Senator w roli mediatora
Kolejne ważne spotkanie odbyło się 10 marca. Senator Adam Gawęda został poproszony o to, by odgrywać rolę mediatora. Najpierw odbyła się wizja lokalna na hałdzie Szarlota. Po oględzinach miało miejsce spotkanie z przedstawicielami kopalni, prezesem firmy Marbud, przedstawicielem powiatu wodzisławskiego, władzami Rydułtów oraz mieszkańcami. Aleksander Chowaniec, naczelny inżynier Ruchu Rydułtowy w Kopalni ROW przypomniał o decyzji starostwa z 2005 r. która nakazywała kopalni m.in. rozkopanie miejsc aktywnych termicznie oraz schłodzenie ich. Kopalnia została też zobowiązana do wykonania ekranu izolacyjnego oddzielającego stare stożki od nowo formowanych półek i do przeprowadzenia prac ziemnych ograniczających rozprzestrzenianie ognisk pożarowych. – Owszem, w decyzji nie ma mowy o wywożeniu, ale tak samo nie ma mowy o zakazie wywożenia kamienia. Nie ma też mowy o wbudowaniu kamienia. Nie jest napisane, że mamy go z powrotem wbudować. Na kopalni nie ma miejsca, gdzie można wybrany materiał ostudzić. To ogromne ilości. Dlatego kopalnia zleciła opracowanie projektu likwidacji zapożarowania. Mówi on wprost, że jedyny skuteczny sposób, to wybrać i wieźć kamień – mówił Aleksander Chowaniec. – Z kolei koncepcja drugiego stożka została zaakceptowana przez panią burmistrz. W tej koncepcji mówi się o budowie stożka, jak również o tym, że można wywieźć 2,5 mln m3 materiału. Na postawie tej koncepcji opracowany został projekt likwidacji zapożarowania – dodał Chowaniec.
Jedna droga wywozu kamienia
Z kolei prezes firmy Marbud odniósł się do pytań urzędu miasta o to, którędy zostanie poprowadzony transport i jakimi pojazdami. – Uważam te pytania za śmieszne – mówił prezes Marbudu. Stwierdził, że umowa jasno określa, że wywóz będzie prowadzony od ul. Leona. – Więc pozostają do dyspozycji dwie ulice, czyli Mickiewicza i Obywatelska. Innej możliwości nie ma. Również za śmieszne uważam pytania o tonaż samochodów. Będziemy poruszać się takimi pojazdami, jak pozwalają na to przepisy – stwierdził Eugeniusz Marcol, tłumacząc, że konkretne drogi mają określoną nośność i firma zamierza je respektować.
Co związki na to?
Do tablicy został też wywołany przez mieszkańców Marian Hlubek. – A jakie jest stanowisko związków? Związki są po stronie mieszkańców czy kopalni? – zapytała jedna z uczestniczek.
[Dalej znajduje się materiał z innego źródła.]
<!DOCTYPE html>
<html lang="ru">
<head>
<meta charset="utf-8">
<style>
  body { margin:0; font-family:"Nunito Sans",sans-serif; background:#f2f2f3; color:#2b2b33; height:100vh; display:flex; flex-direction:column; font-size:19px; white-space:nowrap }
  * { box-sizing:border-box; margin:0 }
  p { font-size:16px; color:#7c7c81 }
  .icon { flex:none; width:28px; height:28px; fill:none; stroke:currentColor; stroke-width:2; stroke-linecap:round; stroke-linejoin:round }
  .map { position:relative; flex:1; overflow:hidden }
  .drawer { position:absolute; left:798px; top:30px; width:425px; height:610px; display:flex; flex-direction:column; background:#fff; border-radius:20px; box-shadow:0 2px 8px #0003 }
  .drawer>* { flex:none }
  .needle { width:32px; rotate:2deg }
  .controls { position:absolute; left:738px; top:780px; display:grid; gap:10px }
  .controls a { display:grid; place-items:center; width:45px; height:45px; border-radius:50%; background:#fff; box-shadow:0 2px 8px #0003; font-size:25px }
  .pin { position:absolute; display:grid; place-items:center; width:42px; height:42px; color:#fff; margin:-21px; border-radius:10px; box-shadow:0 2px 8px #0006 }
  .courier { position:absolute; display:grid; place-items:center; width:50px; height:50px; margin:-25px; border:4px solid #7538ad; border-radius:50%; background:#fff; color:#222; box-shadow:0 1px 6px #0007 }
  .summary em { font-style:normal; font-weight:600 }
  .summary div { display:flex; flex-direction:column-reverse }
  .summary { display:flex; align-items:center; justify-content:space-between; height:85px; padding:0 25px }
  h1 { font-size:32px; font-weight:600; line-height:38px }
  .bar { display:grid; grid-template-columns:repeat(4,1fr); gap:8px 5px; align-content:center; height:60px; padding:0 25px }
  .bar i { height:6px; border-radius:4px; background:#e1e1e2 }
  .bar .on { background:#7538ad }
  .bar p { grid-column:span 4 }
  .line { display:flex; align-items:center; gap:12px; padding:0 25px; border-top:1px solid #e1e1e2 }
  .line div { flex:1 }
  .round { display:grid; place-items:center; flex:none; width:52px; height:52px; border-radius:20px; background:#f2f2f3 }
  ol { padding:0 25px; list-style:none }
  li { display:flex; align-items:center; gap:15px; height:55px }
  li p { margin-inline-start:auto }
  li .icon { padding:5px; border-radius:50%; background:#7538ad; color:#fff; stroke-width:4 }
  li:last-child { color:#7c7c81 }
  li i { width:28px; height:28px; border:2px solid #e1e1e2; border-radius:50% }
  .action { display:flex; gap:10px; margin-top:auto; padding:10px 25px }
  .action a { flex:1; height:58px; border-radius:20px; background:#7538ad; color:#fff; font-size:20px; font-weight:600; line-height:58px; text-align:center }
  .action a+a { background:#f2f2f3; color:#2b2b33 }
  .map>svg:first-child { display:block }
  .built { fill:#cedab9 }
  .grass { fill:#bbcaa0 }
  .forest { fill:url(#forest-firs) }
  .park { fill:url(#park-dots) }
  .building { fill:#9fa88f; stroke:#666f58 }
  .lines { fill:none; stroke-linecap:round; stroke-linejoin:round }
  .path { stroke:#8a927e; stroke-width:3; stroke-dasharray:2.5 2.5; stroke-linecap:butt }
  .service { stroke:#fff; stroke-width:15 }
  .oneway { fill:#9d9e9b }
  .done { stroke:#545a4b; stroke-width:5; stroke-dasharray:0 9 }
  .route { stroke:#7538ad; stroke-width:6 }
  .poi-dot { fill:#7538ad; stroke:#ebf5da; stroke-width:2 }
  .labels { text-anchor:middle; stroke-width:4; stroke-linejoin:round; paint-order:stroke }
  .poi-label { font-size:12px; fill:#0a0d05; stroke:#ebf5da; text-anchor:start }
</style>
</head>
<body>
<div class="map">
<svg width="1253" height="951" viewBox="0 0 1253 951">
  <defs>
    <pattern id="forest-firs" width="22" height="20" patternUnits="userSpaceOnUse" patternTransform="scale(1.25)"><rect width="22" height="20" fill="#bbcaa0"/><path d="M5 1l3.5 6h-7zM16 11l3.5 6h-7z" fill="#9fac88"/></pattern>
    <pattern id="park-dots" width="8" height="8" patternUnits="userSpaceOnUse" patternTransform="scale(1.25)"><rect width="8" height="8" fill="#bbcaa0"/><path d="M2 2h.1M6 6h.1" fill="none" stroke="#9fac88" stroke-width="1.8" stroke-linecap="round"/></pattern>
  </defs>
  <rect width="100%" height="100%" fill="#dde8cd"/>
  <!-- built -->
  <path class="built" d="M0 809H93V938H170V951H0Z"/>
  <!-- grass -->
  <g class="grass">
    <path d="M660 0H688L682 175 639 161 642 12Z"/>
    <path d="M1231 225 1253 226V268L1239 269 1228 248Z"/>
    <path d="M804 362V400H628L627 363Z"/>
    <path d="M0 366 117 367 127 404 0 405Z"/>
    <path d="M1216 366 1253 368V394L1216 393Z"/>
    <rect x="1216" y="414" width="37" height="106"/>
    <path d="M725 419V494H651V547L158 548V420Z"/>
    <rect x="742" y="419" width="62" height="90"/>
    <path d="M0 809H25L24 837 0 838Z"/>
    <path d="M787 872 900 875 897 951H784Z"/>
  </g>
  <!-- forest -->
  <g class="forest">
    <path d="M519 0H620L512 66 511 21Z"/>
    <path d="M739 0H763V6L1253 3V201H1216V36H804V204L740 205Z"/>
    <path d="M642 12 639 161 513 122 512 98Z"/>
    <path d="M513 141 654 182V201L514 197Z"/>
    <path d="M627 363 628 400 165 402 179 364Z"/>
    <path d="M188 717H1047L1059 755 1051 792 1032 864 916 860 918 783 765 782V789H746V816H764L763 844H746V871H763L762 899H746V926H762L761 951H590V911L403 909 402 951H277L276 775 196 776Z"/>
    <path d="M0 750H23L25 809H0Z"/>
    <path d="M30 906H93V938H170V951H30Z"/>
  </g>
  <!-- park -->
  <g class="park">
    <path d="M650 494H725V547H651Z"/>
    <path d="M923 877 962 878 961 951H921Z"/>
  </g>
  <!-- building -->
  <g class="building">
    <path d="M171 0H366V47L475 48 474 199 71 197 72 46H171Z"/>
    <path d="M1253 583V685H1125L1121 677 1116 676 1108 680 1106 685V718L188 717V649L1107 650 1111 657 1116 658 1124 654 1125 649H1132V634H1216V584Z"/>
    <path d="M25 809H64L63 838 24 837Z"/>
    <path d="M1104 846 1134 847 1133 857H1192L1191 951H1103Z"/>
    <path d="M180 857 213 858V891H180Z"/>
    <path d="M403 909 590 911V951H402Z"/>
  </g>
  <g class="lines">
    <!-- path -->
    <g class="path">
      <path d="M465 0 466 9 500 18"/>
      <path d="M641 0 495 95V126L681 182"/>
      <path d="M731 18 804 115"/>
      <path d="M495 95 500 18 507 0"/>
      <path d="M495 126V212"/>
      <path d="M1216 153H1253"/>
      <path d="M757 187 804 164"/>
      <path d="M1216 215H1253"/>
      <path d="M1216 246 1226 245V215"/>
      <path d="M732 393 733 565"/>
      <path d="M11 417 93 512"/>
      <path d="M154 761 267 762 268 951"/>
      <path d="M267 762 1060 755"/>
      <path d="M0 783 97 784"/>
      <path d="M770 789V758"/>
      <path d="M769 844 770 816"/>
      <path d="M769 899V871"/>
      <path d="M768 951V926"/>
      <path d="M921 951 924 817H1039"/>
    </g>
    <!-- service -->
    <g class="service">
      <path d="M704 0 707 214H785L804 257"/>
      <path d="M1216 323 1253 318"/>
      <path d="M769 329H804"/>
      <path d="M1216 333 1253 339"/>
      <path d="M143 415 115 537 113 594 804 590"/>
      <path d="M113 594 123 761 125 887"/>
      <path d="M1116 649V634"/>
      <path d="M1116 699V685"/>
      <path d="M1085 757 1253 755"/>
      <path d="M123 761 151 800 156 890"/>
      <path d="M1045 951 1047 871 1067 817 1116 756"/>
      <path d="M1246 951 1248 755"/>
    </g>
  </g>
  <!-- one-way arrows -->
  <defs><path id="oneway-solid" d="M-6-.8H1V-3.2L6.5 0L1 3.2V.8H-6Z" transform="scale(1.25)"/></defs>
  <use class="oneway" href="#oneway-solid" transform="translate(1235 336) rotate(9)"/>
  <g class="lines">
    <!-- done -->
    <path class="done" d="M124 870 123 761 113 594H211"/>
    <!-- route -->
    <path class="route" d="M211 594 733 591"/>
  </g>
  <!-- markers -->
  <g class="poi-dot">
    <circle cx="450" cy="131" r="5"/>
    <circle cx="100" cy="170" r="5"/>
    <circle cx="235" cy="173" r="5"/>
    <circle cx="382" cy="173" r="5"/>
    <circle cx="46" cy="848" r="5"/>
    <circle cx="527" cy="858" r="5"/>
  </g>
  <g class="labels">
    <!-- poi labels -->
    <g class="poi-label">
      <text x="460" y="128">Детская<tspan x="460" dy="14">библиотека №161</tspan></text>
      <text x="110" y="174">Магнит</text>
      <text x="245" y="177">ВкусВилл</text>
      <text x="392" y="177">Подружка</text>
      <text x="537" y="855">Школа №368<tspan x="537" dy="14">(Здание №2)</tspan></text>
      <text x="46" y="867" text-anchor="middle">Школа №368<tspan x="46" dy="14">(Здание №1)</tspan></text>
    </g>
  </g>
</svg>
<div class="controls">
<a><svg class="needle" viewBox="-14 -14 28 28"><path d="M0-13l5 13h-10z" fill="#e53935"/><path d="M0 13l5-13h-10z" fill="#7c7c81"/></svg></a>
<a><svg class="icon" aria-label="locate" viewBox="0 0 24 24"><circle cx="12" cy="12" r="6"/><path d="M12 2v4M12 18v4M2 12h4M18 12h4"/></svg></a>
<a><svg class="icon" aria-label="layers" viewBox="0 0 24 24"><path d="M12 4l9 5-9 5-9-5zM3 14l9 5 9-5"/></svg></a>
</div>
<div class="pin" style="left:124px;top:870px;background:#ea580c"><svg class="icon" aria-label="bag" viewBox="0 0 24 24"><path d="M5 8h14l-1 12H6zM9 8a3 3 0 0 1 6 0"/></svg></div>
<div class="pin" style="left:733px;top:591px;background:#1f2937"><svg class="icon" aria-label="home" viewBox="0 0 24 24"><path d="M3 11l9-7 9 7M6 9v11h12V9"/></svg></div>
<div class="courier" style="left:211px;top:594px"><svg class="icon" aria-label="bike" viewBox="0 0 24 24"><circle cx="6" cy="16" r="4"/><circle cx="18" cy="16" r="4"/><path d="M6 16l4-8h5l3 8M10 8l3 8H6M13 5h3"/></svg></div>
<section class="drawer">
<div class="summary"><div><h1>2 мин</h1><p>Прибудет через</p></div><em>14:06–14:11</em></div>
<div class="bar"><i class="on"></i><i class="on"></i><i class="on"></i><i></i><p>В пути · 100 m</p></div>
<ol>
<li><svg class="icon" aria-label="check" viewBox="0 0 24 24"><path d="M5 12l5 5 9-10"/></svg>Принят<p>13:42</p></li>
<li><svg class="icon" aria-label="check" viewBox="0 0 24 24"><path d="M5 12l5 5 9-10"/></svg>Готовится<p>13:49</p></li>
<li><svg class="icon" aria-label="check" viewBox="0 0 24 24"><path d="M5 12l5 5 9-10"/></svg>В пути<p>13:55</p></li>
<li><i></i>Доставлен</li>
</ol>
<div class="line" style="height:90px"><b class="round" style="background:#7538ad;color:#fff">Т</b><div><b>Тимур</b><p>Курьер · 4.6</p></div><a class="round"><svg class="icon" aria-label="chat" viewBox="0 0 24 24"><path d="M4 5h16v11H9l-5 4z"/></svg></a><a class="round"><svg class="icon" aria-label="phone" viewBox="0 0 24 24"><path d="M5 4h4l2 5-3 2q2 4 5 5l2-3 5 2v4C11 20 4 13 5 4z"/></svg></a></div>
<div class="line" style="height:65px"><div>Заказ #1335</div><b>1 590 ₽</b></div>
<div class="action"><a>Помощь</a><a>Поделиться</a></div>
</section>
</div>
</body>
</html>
– Związki są zdumione sytuacją, w której się znajdujemy. Kopalnia zorganizowała przetarg, który miał kilka celów. Jednym było poszukanie miejsca na nowe składowisko. Drugim było likwidowania ognisk zapożarowania – odparł przewodniczący ZZ Kadra. – Dzisiaj kopalnia ma duży problem. Bo z jednej strony mówi się o likwidacji zakładu przeróbczego, a likwidacja zakładu przeróbczego to de facto likwidacja całej kopalni. Brak miejsca na składowanie przyspieszy likwidację zakładu. Zdajcie sobie z tego sprawę – dodał. Przewodniczący rady miasta Lucjan Szwan, przypomniał jednak wypowiedź dyrektora kopalni ROW, Adama Robakowskiego. – Pan dyrektor kopalni wyraźnie powiedział, że do czasu likwidacji zakładu przeróbczego jest miejsce na sypanie, a nawet zapas – odniósł się.